» **Work instructions**: Strip the pictures and reproduce the rest of the listing exactly.

» **Source material**:
+===+

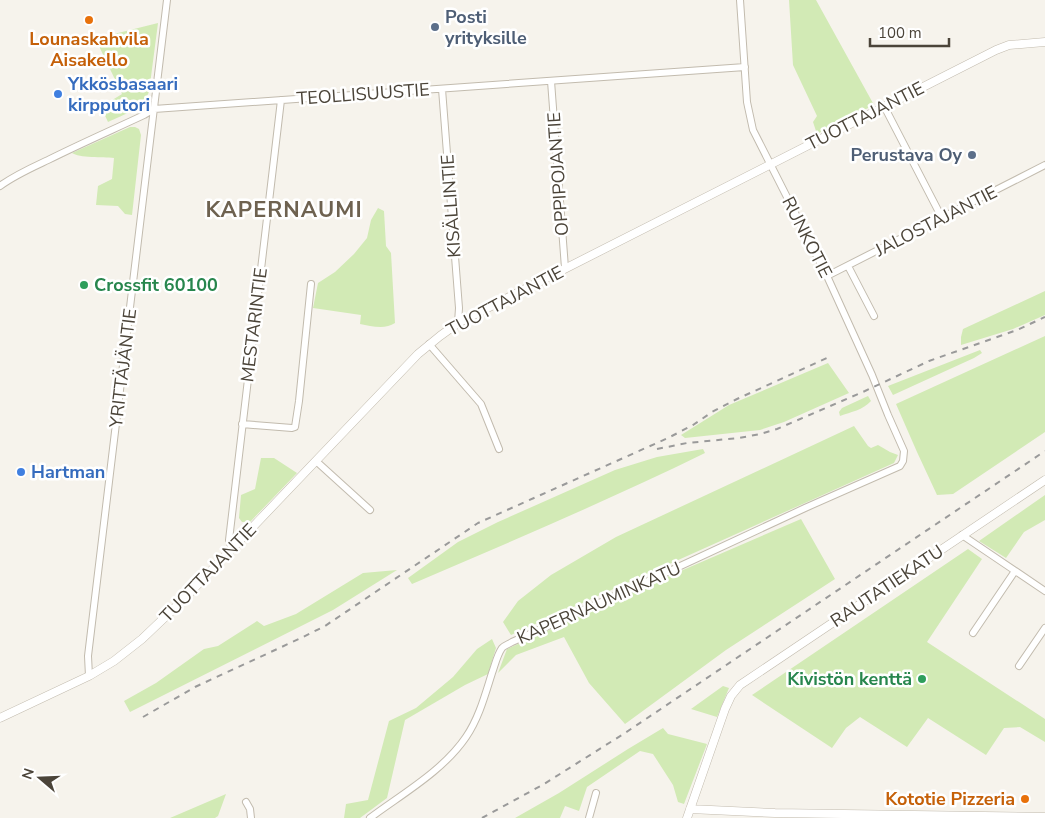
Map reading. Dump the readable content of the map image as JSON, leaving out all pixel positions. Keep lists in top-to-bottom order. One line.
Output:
{"streets":{"street":["TEOLLISUUSTIE","TUOTTAJANTIE","OPPIPOJANTIE","KISÄLLINTIE","JALOSTAJANTIE","RUNKOTIE","MESTARINTIE","YRITTÄJÄNTIE","RAUTATIEKATU","KAPERNAUMINKATU"]},"crossings":[["TEOLLISUUSTIE","OPPIPOJANTIE"],["TEOLLISUUSTIE","KISÄLLINTIE"],["TEOLLISUUSTIE","RUNKOTIE"],["TEOLLISUUSTIE","MESTARINTIE"],["TEOLLISUUSTIE","YRITTÄJÄNTIE"],["TUOTTAJANTIE","OPPIPOJANTIE"],["TUOTTAJANTIE","KISÄLLINTIE"],["TUOTTAJANTIE","RUNKOTIE"],["TUOTTAJANTIE","MESTARINTIE"],["TUOTTAJANTIE","YRITTÄJÄNTIE"],["JALOSTAJANTIE","RUNKOTIE"],["RUNKOTIE","KAPERNAUMINKATU"]],"districts":["KAPERNAUMI"],"places":["Lounaskahvila Aisakello","Posti yrityksille","Ykkösbasaari kirpputori","Perustava Oy","Crossfit 60100","Hartman","Kivistön kenttä","Kototie Pizzeria"],"scale_bar":"100 m","north":"left"}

+===+

» **Task result**:
Map reading. Dump the readable content of the map image as JSON, leaving out all pixel positions. Keep lists in top-to-bottom order. One line.
Output:
{"streets":{"street":["TEOLLISUUSTIE","TUOTTAJANTIE","OPPIPOJANTIE","KISÄLLINTIE","JALOSTAJANTIE","RUNKOTIE","MESTARINTIE","YRITTÄJÄNTIE","RAUTATIEKATU","KAPERNAUMINKATU"]},"crossings":[["TEOLLISUUSTIE","OPPIPOJANTIE"],["TEOLLISUUSTIE","KISÄLLINTIE"],["TEOLLISUUSTIE","RUNKOTIE"],["TEOLLISUUSTIE","MESTARINTIE"],["TEOLLISUUSTIE","YRITTÄJÄNTIE"],["TUOTTAJANTIE","OPPIPOJANTIE"],["TUOTTAJANTIE","KISÄLLINTIE"],["TUOTTAJANTIE","RUNKOTIE"],["TUOTTAJANTIE","MESTARINTIE"],["TUOTTAJANTIE","YRITTÄJÄNTIE"],["JALOSTAJANTIE","RUNKOTIE"],["RUNKOTIE","KAPERNAUMINKATU"]],"districts":["KAPERNAUMI"],"places":["Lounaskahvila Aisakello","Posti yrityksille","Ykkösbasaari kirpputori","Perustava Oy","Crossfit 60100","Hartman","Kivistön kenttä","Kototie Pizzeria"],"scale_bar":"100 m","north":"left"}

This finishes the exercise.